• _WORK TO COMPLETE_
All of the entries must be output exactly as they are.

• _EXTRACTED DATA_
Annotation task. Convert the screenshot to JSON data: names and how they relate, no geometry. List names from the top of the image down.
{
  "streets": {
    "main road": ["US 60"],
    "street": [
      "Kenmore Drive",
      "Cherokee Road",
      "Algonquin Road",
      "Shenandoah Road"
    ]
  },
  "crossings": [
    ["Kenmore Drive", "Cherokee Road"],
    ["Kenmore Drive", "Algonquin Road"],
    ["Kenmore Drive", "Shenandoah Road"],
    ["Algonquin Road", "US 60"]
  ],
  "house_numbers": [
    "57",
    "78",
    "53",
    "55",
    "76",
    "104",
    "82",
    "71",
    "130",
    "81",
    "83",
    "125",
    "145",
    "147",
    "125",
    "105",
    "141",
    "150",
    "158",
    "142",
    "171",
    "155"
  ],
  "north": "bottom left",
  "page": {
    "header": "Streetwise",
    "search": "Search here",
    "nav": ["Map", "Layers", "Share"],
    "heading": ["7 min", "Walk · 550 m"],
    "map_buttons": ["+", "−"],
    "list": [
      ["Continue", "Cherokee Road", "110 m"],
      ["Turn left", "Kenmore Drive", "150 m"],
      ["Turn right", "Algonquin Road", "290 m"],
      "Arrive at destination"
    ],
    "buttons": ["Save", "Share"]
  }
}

• _EXERCISE RESULT_
Annotation task. Convert the screenshot to JSON data: names and how they relate, no geometry. List names from the top of the image down.
{
  "streets": {
    "main road": ["US 60"],
    "street": [
      "Kenmore Drive",
      "Cherokee Road",
      "Algonquin Road",
      "Shenandoah Road"
    ]
  },
  "crossings": [
    ["Kenmore Drive", "Cherokee Road"],
    ["Kenmore Drive", "Algonquin Road"],
    ["Kenmore Drive", "Shenandoah Road"],
    ["Algonquin Road", "US 60"]
  ],
  "house_numbers": [
    "57",
    "78",
    "53",
    "55",
    "76",
    "104",
    "82",
    "71",
    "130",
    "81",
    "83",
    "125",
    "145",
    "147",
    "125",
    "105",
    "141",
    "150",
    "158",
    "142",
    "171",
    "155"
  ],
  "north": "bottom left",
  "page": {
    "header": "Streetwise",
    "search": "Search here",
    "nav": ["Map", "Layers", "Share"],
    "heading": ["7 min", "Walk · 550 m"],
    "map_buttons": ["+", "−"],
    "list": [
      ["Continue", "Cherokee Road", "110 m"],
      ["Turn left", "Kenmore Drive", "150 m"],
      ["Turn right", "Algonquin Road", "290 m"],
      "Arrive at destination"
    ],
    "buttons": ["Save", "Share"]
  }
}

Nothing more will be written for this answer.